→ **Task requirements**:
Below are records to reproduce in full; copy them exactly but keep the pictures out.

★ ★ ★ ★ ★

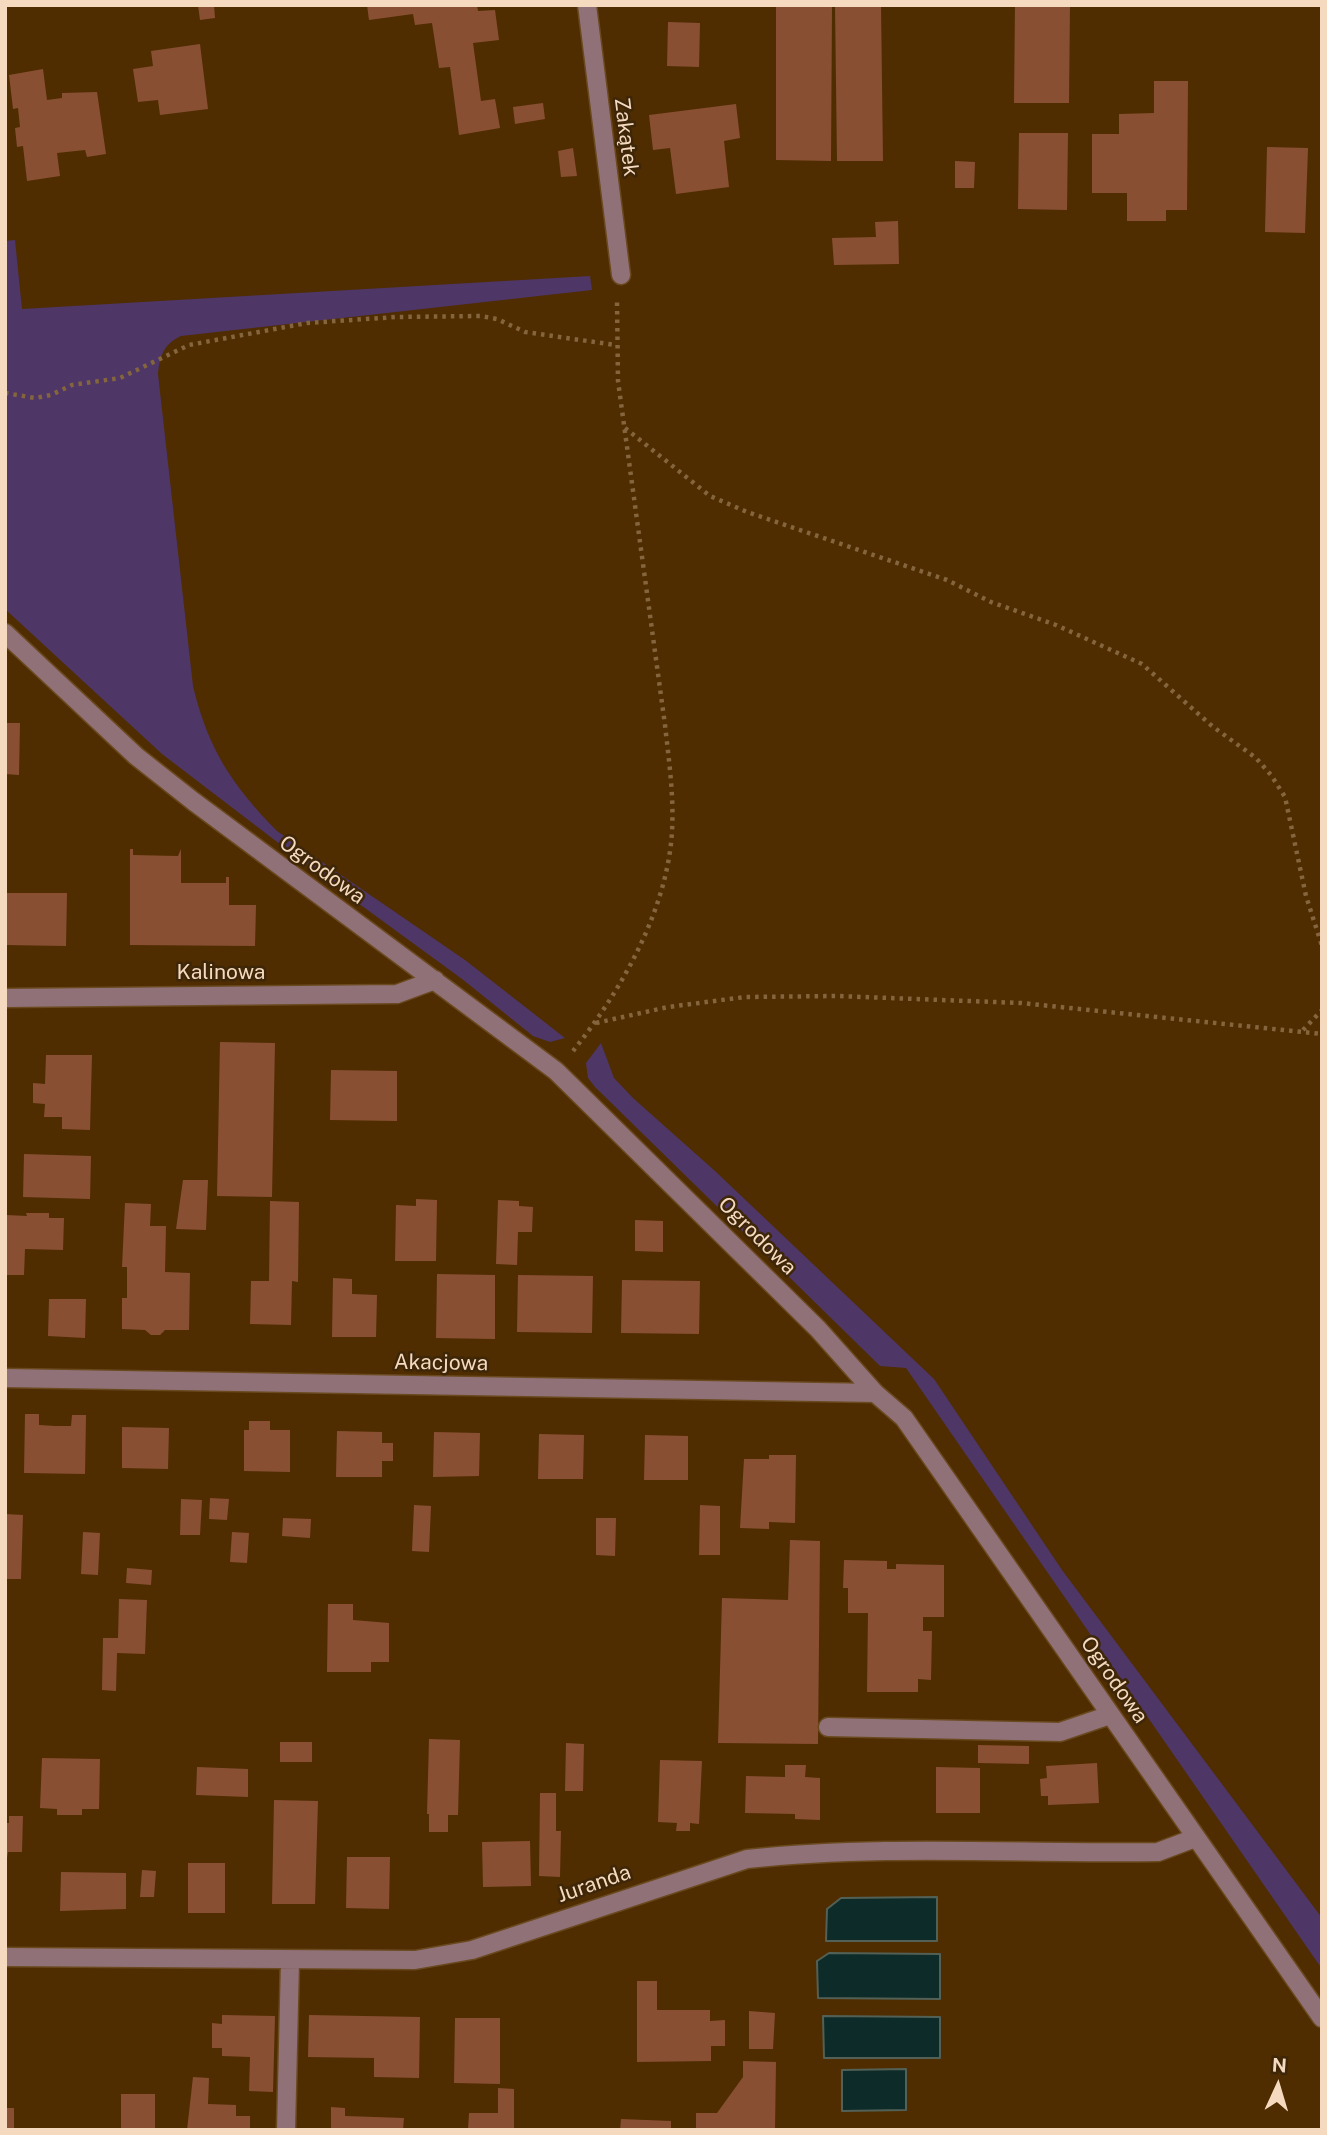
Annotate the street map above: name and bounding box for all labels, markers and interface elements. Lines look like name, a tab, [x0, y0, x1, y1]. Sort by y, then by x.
street label: Zakątek	[609, 96, 643, 178]
street label: Ogrodowa	[274, 830, 370, 910]
street label: Kalinowa	[177, 960, 265, 986]
street label: Ogrodowa	[713, 1192, 801, 1280]
street label: Akacjowa	[394, 1350, 488, 1376]
street label: Ogrodowa	[1075, 1632, 1153, 1728]
street label: Juranda	[554, 1860, 634, 1908]
north arrow	[1243, 2051, 1313, 2121]
text: N	[1271, 2054, 1288, 2077]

★ ★ ★ ★ ★

→ **Response area**:
Annotate the street map above: name and bounding box for all labels, markers and interface elements. Lines look like name, a tab, [x0, y0, x1, y1]. Sort by y, then by x.
street label: Zakątek	[609, 96, 643, 178]
street label: Ogrodowa	[274, 830, 370, 910]
street label: Kalinowa	[177, 960, 265, 986]
street label: Ogrodowa	[713, 1192, 801, 1280]
street label: Akacjowa	[394, 1350, 488, 1376]
street label: Ogrodowa	[1075, 1632, 1153, 1728]
street label: Juranda	[554, 1860, 634, 1908]
north arrow	[1243, 2051, 1313, 2121]
text: N	[1271, 2054, 1288, 2077]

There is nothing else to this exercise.